Dans la soirée, on lui annonça Henriette qui, en entrant, lui dit ! Ah, mademoiselle ! que vous étiez fâchée en nous quittant ! Je n’ai pas eu un moment de tranquillité depuis cet instant ; et si vous partez sans me pardonner, il est sûr que je deviendrai malade de chagrin : ma mère est sortie, et moi j’ai couru ici toute seule, quoique dans l’obscurité et par le mauvais temps, pour vous en supplier ; sans cela je ne sais ce que je deviendrai. Douce et charmante fille ! s’écria Cécile en l’embrassant, quand vous m’auriez causé tout le chagrin que je suis capable de ressentir, l’attention et l’amitié que vous venez de me témoigner seraient seules capables de le dissiper, et vous feraient aimer plus que jamais. Henriette lui dit pour s’excuser, qu’elle avait cru que son frère ne rentrerait pas, parce qu’il passait presque tous les jours entiers chez les libraires, pour consulter les différents auteurs dont il pouvait avoir besoin, n’ayant lui-même que très-peu de livres : elle ne voulut pour-tant pas lui apprendre que l’appartement où elle l’avait reçue fût le sien, de crainte que Cécile ne trouvât mauvais qu’elle en eût fait usage, quoiqu’elle sût qu’il ne lui restait que ce moyen de pouvoir, ainsi qu’elle le desirait depuis long-temps, s’entretenir en liberté avec elle. Elle lui demanda encore pardon de nouveau, et lui dit qu’elle espérait que la conduite de sa mère ne l’engagerait point à l’abandonner ; qu’elle-même en avait été très-choquée ; que son frère n’y avait pas eu plus de part qu’elle. Cécile l’écouta avec plaisir, et son amitié pour elle n’en souffrit aucune atteinte. La confiance qu’elle lui avait témoignée dans la matinée était digne de toute son affection et elle lui promit qu’elle durerait autant que sa vie. Après quoi Henriette, d’un air qui exprimait sa satisfaction, se hâta de prendre congé, en lui disant qu’elle n’oserait rester plus long-temps, de crainte que sa mère ne s’apperçût de son absence.

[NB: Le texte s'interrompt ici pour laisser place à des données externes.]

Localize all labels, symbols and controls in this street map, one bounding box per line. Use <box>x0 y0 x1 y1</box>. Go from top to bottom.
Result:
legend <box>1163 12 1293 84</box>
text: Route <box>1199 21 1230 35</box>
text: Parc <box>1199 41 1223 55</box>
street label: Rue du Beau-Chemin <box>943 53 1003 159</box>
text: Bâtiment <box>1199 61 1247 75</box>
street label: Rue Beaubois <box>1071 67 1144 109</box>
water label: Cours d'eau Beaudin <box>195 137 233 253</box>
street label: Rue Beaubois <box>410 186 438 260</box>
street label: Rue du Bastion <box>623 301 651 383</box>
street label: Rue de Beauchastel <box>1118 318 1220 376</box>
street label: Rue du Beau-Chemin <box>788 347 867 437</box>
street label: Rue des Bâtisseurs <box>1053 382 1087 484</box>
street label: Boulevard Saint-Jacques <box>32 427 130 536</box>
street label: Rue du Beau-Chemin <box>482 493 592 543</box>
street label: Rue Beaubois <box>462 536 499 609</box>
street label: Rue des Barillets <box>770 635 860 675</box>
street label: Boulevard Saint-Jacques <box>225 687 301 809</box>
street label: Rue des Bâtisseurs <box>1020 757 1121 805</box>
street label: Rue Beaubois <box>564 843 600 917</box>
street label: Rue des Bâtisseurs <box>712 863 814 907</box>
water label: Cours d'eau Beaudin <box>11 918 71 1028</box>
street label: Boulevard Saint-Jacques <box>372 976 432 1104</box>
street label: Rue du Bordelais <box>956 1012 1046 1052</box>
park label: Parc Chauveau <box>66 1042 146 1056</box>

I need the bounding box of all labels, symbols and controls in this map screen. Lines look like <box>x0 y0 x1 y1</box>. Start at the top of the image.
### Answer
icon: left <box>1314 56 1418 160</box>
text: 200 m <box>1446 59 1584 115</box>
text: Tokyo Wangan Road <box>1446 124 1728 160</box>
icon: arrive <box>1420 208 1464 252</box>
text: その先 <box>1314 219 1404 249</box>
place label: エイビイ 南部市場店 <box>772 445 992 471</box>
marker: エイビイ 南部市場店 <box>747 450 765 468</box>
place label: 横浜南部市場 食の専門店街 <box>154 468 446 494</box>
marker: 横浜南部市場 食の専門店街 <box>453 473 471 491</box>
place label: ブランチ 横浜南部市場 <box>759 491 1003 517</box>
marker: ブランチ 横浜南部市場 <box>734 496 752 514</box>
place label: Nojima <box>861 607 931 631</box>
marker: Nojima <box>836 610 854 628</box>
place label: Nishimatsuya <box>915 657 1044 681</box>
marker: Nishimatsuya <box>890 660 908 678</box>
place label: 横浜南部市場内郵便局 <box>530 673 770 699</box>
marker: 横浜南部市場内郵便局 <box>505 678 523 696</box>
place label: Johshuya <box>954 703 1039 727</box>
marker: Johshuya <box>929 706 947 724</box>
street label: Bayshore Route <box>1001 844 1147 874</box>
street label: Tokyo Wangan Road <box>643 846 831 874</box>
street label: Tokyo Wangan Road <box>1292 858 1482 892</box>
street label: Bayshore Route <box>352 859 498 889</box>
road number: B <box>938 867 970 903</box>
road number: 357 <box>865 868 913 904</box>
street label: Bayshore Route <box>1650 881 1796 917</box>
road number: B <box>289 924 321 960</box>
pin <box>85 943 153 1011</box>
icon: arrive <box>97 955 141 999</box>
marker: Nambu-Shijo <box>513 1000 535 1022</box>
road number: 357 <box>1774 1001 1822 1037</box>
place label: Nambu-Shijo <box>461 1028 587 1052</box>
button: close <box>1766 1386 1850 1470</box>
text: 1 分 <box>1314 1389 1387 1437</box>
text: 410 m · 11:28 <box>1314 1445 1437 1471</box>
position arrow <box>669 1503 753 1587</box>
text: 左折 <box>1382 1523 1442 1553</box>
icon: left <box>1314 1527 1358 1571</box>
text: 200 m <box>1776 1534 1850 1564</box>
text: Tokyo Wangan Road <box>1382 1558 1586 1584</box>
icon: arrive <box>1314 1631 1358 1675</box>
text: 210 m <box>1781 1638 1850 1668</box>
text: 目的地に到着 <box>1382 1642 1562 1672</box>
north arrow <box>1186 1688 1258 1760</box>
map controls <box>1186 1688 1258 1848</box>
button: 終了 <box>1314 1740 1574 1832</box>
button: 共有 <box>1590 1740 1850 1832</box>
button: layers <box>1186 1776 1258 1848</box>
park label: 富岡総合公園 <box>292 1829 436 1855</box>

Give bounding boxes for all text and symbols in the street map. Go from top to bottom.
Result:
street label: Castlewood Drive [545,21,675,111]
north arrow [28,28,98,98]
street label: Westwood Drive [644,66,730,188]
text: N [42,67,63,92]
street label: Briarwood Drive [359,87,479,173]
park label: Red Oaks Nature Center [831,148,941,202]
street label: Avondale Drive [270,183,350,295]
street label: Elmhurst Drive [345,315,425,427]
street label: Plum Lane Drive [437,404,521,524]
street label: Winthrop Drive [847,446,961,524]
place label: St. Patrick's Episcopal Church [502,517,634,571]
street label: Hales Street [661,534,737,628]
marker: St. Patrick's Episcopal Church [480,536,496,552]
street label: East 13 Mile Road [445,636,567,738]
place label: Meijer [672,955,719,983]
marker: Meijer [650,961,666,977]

Cette visite, jointe à la conversation tendre et familière de la matinée, augmenta encore chez Cécile l’envie qu’elle avait de l’inviter à venir habiter sa maison de campagne ; mais la crainte qu’elle eut des commentaires de sa mère, ainsi que des interprétations auxquelles elle avait lieu de s’attendre de la part de M. Delvile, l’empêchèrent d’exécuter ce projet, quoique ce fût alors le seul qui se trouvât d’accord avec sa raison.